Плутон по-прежнему черен. Снег ему очень идет. Мышонок Инга не прочь и всплакнуть, но слишком холодно. Матерн с пониманием относится к женским слабостям и между однобоко заснеженных телеграфных столбов рассуждает о разлуках{350}, которые следует то ли опережать, то ли упреждать. И изливается цитатами{351} из своего любимого поэта: разглагольствует о послерозии и сущностных бессмертниках. Но, не углубляясь по возможности в сферы каузально-генетические, своевременно перескакивает в онтическое. Инга-мышонок просто млеет, когда он, хватая ртом снежные хлопья, рычит, скрежещет зубами, пыхтит и выталкивает из себя мудреные, непонятные слова:

– Я существую во имя моей индивидуальности! А весь белый свет хоть не рассветай! Свобода – это свобода для моего Я. Я есмь сущее. Набросок моего Я в сердцевине наброска вселенной. Я, обретаемое и причастное!

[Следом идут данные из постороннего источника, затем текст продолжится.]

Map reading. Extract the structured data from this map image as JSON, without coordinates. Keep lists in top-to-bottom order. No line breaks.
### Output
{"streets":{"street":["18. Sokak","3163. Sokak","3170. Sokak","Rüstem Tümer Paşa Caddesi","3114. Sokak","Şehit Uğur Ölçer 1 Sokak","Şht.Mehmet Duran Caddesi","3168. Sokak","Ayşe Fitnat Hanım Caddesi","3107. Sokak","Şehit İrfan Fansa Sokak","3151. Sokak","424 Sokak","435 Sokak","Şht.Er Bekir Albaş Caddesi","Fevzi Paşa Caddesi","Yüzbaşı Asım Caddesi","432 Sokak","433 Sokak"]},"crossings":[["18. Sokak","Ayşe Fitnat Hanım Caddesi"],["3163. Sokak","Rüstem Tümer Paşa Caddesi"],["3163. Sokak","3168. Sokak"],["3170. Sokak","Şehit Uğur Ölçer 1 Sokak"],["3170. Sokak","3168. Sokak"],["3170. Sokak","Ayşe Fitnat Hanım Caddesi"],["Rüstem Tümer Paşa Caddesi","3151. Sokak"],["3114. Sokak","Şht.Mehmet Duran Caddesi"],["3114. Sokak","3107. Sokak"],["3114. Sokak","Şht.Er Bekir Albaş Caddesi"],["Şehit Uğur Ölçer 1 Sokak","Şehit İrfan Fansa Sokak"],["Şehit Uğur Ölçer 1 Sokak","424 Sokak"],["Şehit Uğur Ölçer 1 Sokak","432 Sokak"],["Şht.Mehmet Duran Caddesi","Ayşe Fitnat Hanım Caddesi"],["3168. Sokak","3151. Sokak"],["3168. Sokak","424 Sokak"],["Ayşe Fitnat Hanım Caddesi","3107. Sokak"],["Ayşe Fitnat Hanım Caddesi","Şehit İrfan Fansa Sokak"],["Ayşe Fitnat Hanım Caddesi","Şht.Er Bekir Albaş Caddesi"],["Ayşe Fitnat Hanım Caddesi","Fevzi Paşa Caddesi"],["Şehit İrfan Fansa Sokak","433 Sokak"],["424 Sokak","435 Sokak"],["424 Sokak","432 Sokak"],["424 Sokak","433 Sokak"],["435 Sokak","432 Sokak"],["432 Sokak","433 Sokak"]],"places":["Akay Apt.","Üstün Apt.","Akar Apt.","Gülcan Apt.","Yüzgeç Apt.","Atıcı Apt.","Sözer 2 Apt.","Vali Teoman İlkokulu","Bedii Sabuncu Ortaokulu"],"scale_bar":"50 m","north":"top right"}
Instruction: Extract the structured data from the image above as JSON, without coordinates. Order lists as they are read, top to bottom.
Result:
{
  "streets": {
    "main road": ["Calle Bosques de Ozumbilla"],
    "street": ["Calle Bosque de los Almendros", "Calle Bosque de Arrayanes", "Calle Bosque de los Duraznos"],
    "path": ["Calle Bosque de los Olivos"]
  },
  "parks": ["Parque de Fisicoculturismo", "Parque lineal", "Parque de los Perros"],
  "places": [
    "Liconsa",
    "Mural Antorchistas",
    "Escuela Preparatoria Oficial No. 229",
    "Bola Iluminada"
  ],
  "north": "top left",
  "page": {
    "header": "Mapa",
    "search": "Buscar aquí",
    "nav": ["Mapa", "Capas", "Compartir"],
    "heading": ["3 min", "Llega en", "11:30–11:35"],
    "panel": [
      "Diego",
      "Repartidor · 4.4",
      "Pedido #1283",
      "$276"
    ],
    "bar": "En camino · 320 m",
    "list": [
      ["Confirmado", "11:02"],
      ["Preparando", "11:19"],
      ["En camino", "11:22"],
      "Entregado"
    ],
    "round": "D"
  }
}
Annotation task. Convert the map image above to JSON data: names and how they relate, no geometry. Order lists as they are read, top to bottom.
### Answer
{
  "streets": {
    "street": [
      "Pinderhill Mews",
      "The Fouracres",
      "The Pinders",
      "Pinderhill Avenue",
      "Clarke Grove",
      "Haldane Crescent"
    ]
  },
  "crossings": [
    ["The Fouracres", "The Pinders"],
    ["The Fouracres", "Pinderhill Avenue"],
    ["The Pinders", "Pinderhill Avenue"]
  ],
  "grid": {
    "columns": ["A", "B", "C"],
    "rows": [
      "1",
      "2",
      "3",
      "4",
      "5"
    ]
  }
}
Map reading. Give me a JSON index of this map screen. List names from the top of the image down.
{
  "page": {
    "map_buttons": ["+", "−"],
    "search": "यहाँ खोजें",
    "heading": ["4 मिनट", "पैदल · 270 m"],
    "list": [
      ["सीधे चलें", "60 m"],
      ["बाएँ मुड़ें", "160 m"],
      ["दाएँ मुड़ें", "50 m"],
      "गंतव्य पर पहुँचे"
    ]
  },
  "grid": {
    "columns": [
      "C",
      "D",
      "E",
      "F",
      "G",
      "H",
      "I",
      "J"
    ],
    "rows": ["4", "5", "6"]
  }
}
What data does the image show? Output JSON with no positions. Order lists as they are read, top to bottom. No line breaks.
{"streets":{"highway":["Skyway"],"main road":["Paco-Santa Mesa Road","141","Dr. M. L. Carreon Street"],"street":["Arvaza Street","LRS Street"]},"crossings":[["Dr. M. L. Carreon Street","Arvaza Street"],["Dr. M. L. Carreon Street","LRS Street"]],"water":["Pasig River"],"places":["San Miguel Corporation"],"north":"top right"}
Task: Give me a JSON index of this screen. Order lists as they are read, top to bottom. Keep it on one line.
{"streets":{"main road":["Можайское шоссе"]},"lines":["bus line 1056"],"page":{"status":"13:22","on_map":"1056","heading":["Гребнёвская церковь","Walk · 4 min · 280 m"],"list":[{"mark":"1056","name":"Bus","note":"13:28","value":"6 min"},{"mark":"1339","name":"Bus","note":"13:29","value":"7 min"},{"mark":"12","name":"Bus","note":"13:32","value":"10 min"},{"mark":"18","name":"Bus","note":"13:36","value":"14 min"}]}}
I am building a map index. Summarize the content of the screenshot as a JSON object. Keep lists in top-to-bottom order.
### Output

Я – набросок миросущности. Я как причина причинности. Я как возможность – почва – выявленность. Я КАК САМА БЫТИЙНОСТЬ, В НЕБЫТИЕ БЫТУЮЩАЯ!

Смысл этих темных речей откроется Инге-мышонку незадолго до Рождества. Невзирая на многочисленные миленькие и полезные вещицы, приготовленные ею для подарочного столика, он уходит. Он удаляется.

– Возьми меня с собой!

Но он хочет встречать Рождество один, только Я, Я, Я, наедине с псом.

– Возьми меня с собой!

Вот почему на подступах к Штоммельну жалобным эхом бьется в снежной круговерти тоскливое: «…меня с собой!» Но сколь бы пронзительно ни буравил ее голос его волосатое мужское ухо, всякий поезд когда-нибудь да отходит. Всякий поезд исчезает вдали. А мышонок Инга остается.

Тот, кто пришел судить с черным псом и перечнем имен, вырезанных в сердце, почках и селезенке, покидает сахарно-свекольный уют и, сбросив со счетов имя Йохена Завацкого с супругой, поездом отправляется в Кёльн-на-Рейне. И вот на святейшем главном вокзале, в виду мстительно воздетого ввысь двуперстого собора, хозяин и его пес снова стоят в самом центре на своих шести конечностях.

Матерниады с третьей по восемьдесят четвертую

Матерну это так примерно рисовалось: «Мы, то есть Плутон и я, отметим Рождество вдвоем, отпразднуем его сосисками и пивом в большом и тихом, продуваемом всеми сквозняками зале ожидания святого католического вокзала города Кёльна. Мы, одни в людской толпе, будем думать о мышонке Инге, об Инге-ножке и Инге-коленочке, о нас самих и о Святом Евангелии». Но человек предполагает, а случай располагает: над кафельным полом мужского туалета, возле шестой эмалированной посудины в правом ряду, нацарапана весточка. Среди прочих, вполне бесполезных, туалетных призывов и сентенций Матерн, застегивая ширинку, обнаруживает одно вполне осмысленное сообщение: «Капитан Эрих Хуфнагель, Альтена, Ленневег, 4».

Так что в итоге они празднуют рождественский вечер не в одиночестве под сводами кёльнского главного вокзала, а в Зауэрланде, в семейном кругу. Лесистая и холмистая, по-рождественски заснеженная местность знаменита тем, что большую часть года здесь льют дожди: гнилостный климат порождает характерные заболевания – одичавшие в лесах жители, впадая в хандру, до одурения много, быстро и задешево вкалывают и пьют.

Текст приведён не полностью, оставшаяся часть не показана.